= TRY IT =
From the entries below, tally how many lines contain "JSON" and report only that figure.

= INFORMATION =

--*--

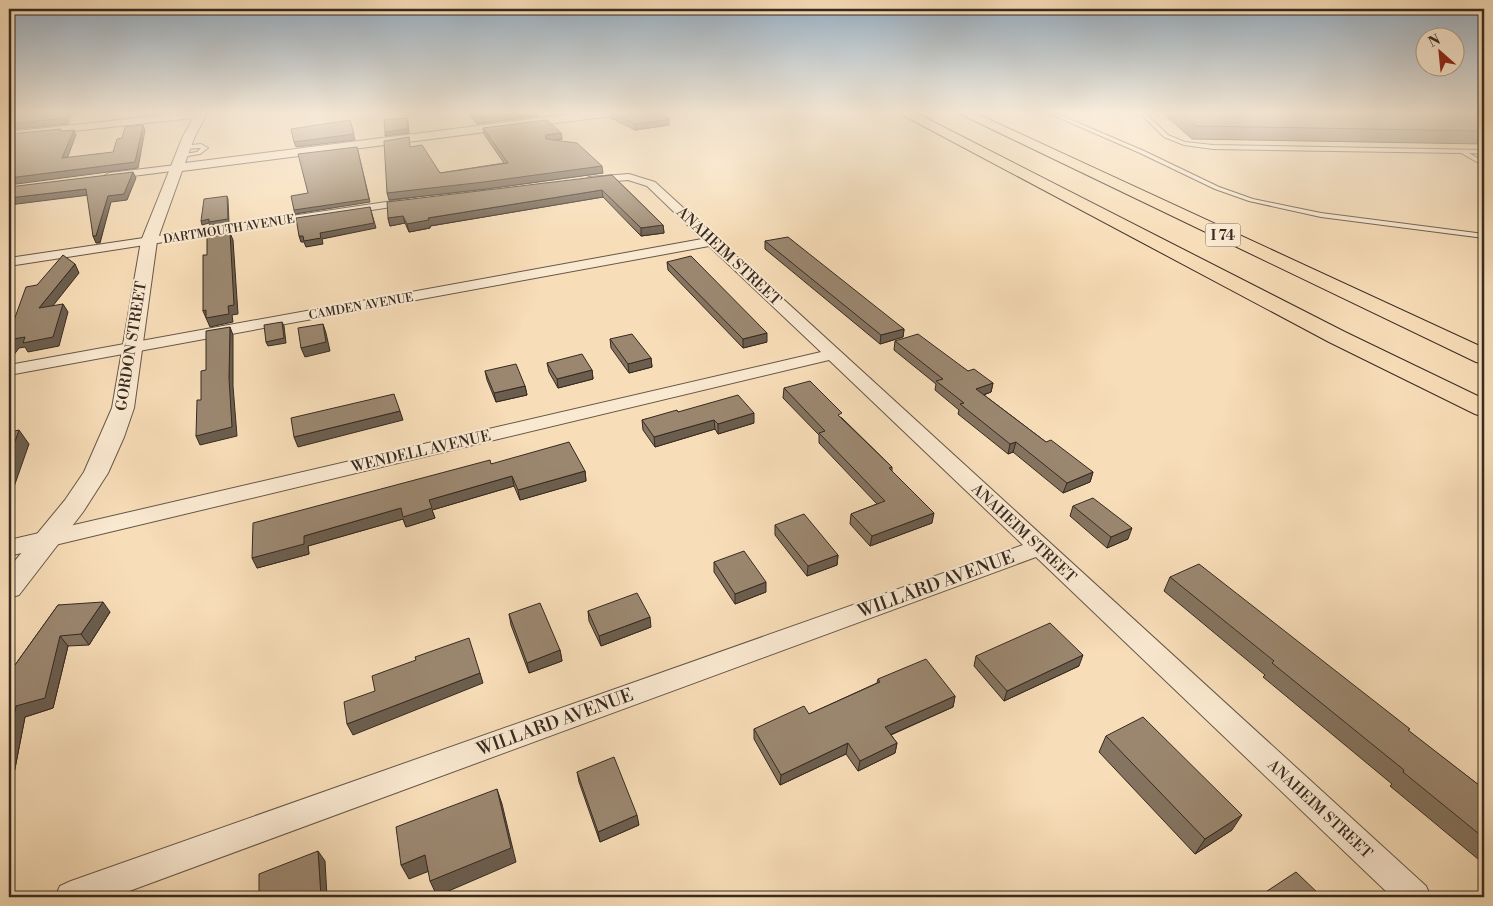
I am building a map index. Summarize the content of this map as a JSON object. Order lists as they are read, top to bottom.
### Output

--*--

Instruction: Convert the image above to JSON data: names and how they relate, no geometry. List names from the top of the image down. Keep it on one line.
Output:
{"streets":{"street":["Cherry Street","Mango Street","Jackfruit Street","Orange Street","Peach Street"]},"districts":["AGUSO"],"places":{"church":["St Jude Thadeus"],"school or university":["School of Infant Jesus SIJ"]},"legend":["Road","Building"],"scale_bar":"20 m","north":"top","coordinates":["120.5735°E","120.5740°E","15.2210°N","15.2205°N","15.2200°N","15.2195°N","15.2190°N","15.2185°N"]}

--*--

= REPLY TO THE EXERCISE =
2